What is required:
Determine the number of lines in the data that include the word "solid", and write only that number.

Data extracts:
┌────────

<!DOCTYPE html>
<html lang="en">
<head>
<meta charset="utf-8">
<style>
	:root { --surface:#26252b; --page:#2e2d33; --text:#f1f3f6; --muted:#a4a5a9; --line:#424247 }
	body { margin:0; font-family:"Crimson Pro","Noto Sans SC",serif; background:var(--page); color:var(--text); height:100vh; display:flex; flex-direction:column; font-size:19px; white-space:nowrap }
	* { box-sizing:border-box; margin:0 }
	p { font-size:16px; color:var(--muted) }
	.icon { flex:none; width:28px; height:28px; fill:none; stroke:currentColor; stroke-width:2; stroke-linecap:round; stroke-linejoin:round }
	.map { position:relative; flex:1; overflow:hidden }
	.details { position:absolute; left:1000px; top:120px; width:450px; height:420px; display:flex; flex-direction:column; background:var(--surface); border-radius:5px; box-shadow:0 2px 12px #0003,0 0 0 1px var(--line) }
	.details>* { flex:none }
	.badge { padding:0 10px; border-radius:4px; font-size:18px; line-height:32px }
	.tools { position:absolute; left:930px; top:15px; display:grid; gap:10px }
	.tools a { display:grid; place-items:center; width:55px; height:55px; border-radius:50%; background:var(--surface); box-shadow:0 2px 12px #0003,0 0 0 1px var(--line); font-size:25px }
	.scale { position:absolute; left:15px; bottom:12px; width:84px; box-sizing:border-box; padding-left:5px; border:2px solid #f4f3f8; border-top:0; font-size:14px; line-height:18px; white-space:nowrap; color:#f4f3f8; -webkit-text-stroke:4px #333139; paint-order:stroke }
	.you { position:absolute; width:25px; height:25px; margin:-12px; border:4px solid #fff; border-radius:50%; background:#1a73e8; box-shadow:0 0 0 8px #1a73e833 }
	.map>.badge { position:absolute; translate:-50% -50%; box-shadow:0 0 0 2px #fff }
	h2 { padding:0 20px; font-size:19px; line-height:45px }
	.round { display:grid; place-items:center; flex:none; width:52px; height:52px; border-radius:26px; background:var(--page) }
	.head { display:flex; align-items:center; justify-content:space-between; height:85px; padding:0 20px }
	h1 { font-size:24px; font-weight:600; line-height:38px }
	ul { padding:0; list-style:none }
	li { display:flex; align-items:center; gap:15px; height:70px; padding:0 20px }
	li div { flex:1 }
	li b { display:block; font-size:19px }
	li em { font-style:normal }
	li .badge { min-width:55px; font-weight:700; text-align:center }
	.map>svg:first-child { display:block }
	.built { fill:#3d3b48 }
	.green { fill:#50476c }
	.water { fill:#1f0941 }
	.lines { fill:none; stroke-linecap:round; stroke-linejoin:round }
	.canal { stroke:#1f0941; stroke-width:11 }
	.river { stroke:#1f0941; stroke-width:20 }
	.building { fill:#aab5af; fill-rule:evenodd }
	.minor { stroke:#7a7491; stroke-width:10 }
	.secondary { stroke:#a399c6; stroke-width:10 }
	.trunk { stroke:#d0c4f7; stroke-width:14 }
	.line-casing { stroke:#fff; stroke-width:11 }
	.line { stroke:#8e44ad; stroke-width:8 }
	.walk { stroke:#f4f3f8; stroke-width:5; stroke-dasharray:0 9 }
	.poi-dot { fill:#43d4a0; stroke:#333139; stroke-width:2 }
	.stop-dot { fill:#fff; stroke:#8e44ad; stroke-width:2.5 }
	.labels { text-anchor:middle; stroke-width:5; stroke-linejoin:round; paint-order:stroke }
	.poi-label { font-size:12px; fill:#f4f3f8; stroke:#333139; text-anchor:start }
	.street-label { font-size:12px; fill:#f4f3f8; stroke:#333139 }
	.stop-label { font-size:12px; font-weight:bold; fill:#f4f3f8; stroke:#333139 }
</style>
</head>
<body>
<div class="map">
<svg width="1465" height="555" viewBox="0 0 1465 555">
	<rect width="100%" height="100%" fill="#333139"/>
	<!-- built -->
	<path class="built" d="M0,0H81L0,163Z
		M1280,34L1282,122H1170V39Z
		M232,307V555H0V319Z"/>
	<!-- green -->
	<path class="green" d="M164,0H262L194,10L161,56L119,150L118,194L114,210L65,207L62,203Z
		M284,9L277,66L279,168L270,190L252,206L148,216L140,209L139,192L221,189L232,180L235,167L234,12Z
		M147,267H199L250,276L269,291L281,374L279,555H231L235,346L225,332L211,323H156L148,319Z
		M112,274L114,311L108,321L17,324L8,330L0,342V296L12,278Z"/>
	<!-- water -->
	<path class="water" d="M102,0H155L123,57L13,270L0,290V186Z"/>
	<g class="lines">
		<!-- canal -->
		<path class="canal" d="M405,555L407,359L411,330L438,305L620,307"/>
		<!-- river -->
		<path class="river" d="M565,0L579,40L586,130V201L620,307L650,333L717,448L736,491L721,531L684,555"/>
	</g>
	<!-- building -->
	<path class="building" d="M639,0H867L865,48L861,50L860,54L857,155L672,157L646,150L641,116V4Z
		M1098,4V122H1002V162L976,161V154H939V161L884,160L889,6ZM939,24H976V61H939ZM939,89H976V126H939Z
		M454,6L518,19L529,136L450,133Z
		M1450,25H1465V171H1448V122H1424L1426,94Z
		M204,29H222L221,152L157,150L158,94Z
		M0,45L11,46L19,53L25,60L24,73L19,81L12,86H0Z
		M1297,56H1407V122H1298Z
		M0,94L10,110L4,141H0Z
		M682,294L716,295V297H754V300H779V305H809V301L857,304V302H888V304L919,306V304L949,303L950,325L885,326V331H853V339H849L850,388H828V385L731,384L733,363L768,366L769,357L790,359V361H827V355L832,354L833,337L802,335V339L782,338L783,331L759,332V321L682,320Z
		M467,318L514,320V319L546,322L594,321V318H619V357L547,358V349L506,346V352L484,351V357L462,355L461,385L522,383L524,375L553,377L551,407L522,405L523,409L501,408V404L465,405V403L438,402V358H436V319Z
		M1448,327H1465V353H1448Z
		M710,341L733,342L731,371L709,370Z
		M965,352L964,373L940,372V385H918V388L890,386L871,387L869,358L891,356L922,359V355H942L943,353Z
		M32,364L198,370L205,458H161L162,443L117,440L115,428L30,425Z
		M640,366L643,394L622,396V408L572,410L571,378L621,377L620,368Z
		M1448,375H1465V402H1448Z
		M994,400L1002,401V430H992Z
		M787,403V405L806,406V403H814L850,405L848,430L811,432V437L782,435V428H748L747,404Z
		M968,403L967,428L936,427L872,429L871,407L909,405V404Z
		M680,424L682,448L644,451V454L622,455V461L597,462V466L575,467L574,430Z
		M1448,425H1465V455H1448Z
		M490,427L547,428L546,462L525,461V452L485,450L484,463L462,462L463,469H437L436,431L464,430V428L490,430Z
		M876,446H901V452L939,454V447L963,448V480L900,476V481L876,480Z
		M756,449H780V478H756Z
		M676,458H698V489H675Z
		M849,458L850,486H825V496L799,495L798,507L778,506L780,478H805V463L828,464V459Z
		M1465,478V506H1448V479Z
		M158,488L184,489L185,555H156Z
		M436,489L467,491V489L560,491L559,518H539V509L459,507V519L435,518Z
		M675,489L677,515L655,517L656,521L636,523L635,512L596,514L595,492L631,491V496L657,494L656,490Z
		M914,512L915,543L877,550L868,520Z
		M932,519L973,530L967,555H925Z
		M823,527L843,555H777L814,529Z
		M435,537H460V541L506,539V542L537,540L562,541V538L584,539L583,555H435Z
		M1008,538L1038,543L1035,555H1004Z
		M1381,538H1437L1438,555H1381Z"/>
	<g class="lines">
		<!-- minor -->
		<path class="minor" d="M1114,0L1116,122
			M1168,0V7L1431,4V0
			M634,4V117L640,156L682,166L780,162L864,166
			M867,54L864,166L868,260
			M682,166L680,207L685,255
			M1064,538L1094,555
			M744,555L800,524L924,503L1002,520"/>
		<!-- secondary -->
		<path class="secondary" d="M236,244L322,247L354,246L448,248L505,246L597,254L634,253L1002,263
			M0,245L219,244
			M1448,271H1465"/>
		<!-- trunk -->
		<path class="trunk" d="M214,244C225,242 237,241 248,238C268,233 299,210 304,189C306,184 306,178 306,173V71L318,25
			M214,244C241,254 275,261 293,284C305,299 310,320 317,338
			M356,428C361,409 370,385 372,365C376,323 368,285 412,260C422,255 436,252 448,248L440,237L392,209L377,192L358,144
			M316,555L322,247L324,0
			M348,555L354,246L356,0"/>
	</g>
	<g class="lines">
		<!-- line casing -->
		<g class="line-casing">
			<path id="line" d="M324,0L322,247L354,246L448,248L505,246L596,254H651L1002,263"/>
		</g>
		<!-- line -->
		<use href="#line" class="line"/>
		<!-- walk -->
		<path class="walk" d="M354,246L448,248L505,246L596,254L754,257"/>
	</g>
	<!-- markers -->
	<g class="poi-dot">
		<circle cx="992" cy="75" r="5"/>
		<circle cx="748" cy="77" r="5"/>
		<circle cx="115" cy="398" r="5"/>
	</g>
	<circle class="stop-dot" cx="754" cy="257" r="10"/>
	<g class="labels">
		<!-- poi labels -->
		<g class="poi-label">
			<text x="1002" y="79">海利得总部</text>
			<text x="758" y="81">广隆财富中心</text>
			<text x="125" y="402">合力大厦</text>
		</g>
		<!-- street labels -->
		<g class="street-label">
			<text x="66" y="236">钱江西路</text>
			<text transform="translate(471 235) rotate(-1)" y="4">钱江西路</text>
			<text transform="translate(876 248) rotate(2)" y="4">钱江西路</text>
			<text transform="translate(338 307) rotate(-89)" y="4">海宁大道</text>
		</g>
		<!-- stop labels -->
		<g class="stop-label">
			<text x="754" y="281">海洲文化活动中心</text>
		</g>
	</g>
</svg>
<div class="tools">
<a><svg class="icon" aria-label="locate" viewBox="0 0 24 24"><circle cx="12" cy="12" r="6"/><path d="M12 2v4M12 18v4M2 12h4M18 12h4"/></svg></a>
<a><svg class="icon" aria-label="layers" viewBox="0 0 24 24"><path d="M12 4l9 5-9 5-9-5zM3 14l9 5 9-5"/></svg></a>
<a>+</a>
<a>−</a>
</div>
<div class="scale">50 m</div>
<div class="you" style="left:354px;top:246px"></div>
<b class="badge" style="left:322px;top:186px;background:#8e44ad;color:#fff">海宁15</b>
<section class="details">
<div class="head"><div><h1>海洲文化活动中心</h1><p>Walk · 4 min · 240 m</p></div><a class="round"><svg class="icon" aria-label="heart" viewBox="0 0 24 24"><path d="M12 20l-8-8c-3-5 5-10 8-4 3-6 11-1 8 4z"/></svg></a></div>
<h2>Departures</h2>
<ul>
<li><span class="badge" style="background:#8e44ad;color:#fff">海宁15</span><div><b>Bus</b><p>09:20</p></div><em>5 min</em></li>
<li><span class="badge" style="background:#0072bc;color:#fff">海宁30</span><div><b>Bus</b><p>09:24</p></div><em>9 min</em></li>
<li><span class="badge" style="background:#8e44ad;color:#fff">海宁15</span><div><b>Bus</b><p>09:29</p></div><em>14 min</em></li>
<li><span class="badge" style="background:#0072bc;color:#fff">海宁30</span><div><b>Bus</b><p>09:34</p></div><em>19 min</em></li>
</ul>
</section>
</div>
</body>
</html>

└────────

Answer to the exercise:
2